An evergreen tree branch shines in the sunlight

The First Fathers’ Day Without Dad

By Richard D. Quodomine

When you lose a person in the generation before you, you begin to think about what they meant to you. When you lose a parent, you think about all they meant, and you hoped you either lived up to the best of yourself, or in some cases where the parenting was not as instructive or kind, you hope you’ve raised yourself beyond difficult circumstances. If you’re fortunate, Dad pushes every endeavor and delights in your successes and constructively scolds you when you fail without ever making you feel embarrassed or willfully stupid – unless of course, you were actually willfully stupid.

Did we have our differences? Absolutely. My father was more conservative than I am politically, though he rejected hateful politics and would not vote for it. We come from a mixed religious family, and my father was Christian, I am Jewish. We had philosophical differences and we approached life differently. But we also valued accomplishment, kindness for its own sake, and service in the public good. He is part of the reason I have chosen a career in civil service. I believe government can and should serve at the behest of its citizenry, and while he mistrusted government intrinsically, he had respect for my approach in working for it.
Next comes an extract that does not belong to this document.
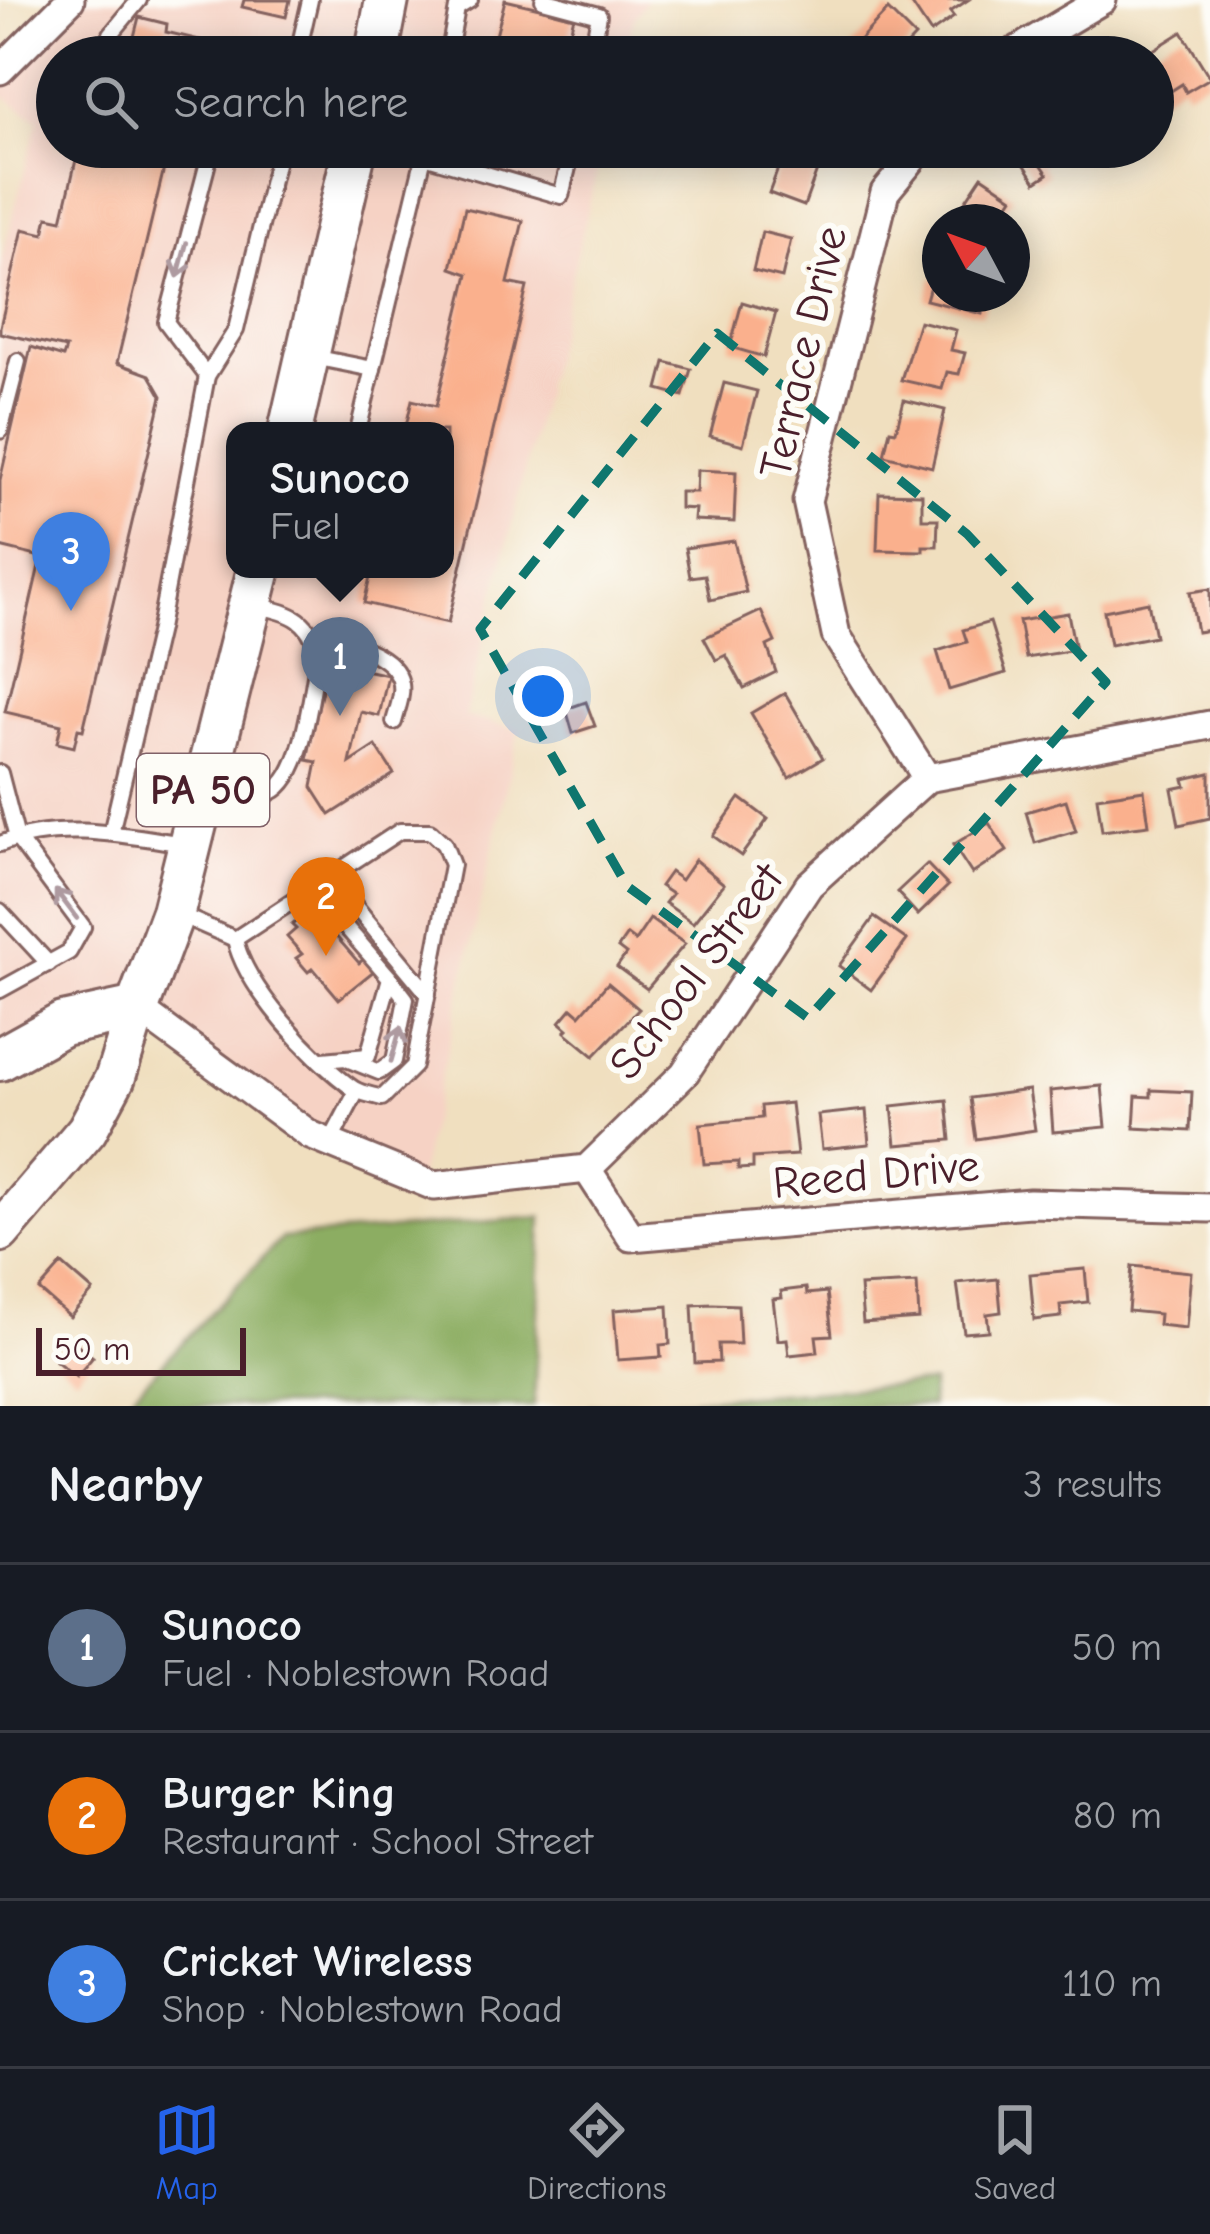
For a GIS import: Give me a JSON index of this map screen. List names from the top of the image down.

As part of my research in the public interest, I went to India for a conference. While en route, somewhere between Zurich and Delhi, my Dad suddenly passed from a cardiac arrest. I couldn’t return home for several days, so I soldiered on without telling anyone at the conference. I figured the way to honor his memory was to do my very best. He was gone – and weeping in my hotel room wasn’t what he would have wanted.

Dad had a heart condition, but he had had corrective surgery and was otherwise in outstanding physical shape for his age. He was my Mom’s primary caregiver. This was especially tragic because she has dementia. Sometimes, I get angry that Dad is gone because the burden is much greater on myself and my family. Sometimes, I am so grateful that he gave me the strength to help care for Mom. Most of the time, even months removed, I’m just missing talking to my Dad.
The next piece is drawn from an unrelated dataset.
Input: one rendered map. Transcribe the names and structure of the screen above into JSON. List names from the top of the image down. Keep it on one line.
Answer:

The first father’s day without Dad is the hardest, or so “they say.” I think that is true, but it’s harder not because I am sad, but because there’s nothing that can replace all that he was. It’s trite to say “he lives in me.” I think it’s better to say “I take what he has given me, and I will grow and make this life my own.” I don’t think anyone should strive to be “just like” their parent. They should strive to be their own authentic selves, using the best of their parent as the cornerstone, not the ceiling. In Judaism, we say “May their memory be for a blessing” as a condolence. Dad’s memory is, for certain, a blessing.

Creativity Helped Me Cope as a Child

Michele King is an End-of-Life Doula and Expressive Arts Grief Support facilitator. She companions people through serious illness and at end of life with a passion for normalizing conversations around death and dying.

I can still vaguely remember the day like a fuzzy picture in my mind. I was playing on our front lawn with the neighborhood kids. My friend’s mom came running up the driveway. I could tell something was wrong as she had a serious look on her face. She said we needed to go into the house and pack up some things as we had to go to go to our grandparents. It was July 1976, and little did I know my dad had just died as a result of injuries from a motor vehicle accident. I was nine years old and my brother two years younger.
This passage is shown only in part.